### ACTIVITY
State the number of lines in the listing below that contain the word "ELBERTA", and nothing besides.
|---|
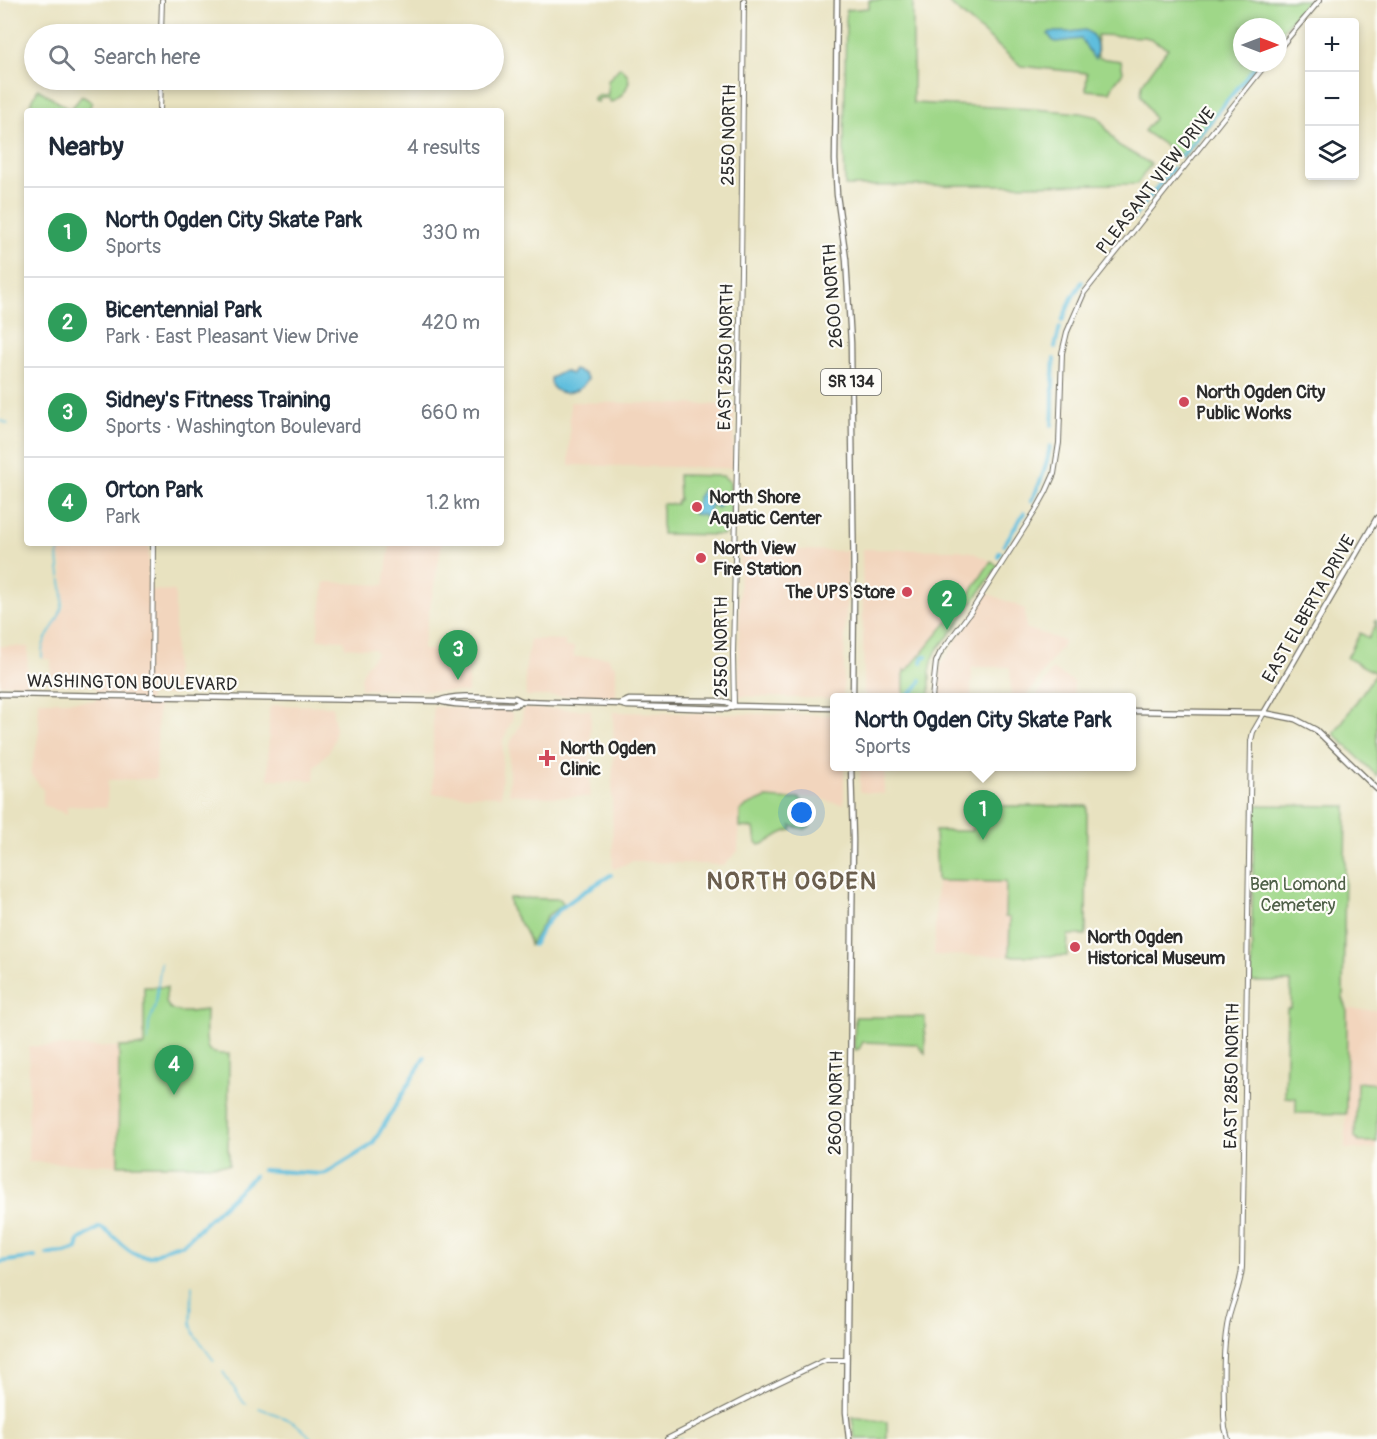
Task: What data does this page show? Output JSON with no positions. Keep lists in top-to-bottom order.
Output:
{
  "streets": {
    "main road": [
      "2600 NORTH",
      "SR 134",
      "EAST ELBERTA DRIVE",
      "WASHINGTON BOULEVARD"
    ],
    "street": [
      "2550 NORTH",
      "PLEASANT VIEW DRIVE",
      "EAST 2550 NORTH",
      "EAST 2850 NORTH"
    ]
  },
  "crossings": [
    ["2550 NORTH", "EAST 2550 NORTH"],
    ["EAST ELBERTA DRIVE", "EAST 2850 NORTH"]
  ],
  "districts": ["NORTH OGDEN"],
  "parks": ["Ben Lomond Cemetery"],
  "places": {
    "other": [
      "North Ogden City Public Works",
      "North Shore Aquatic Center",
      "North View Fire Station",
      "The UPS Store",
      "North Ogden Historical Museum"
    ],
    "health": ["North Ogden Clinic"]
  },
  "north": "right",
  "page": {
    "map_buttons": ["+", "−"],
    "search": "Search here",
    "heading": ["Nearby", "4 results"],
    "list": [
      {
        "mark": "1",
        "name": "North Ogden City Skate Park",
        "note": "Sports",
        "value": "330 m"
      },
      {
        "mark": "2",
        "name": "Bicentennial Park",
        "note": "Park · East Pleasant View Drive",
        "value": "420 m"
      },
      {
        "mark": "3",
        "name": "Sidney's Fitness Training",
        "note": "Sports · Washington Boulevard",
        "value": "660 m"
      },
      {
        "mark": "4",
        "name": "Orton Park",
        "note": "Park",
        "value": "1.2 km"
      }
    ],
    "pins": [
      "2",
      "3",
      "1",
      "4"
    ],
    "popup": ["North Ogden City Skate Park", "Sports"]
  }
}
|---|
### SOLUTION TO THIS PROBLEM
2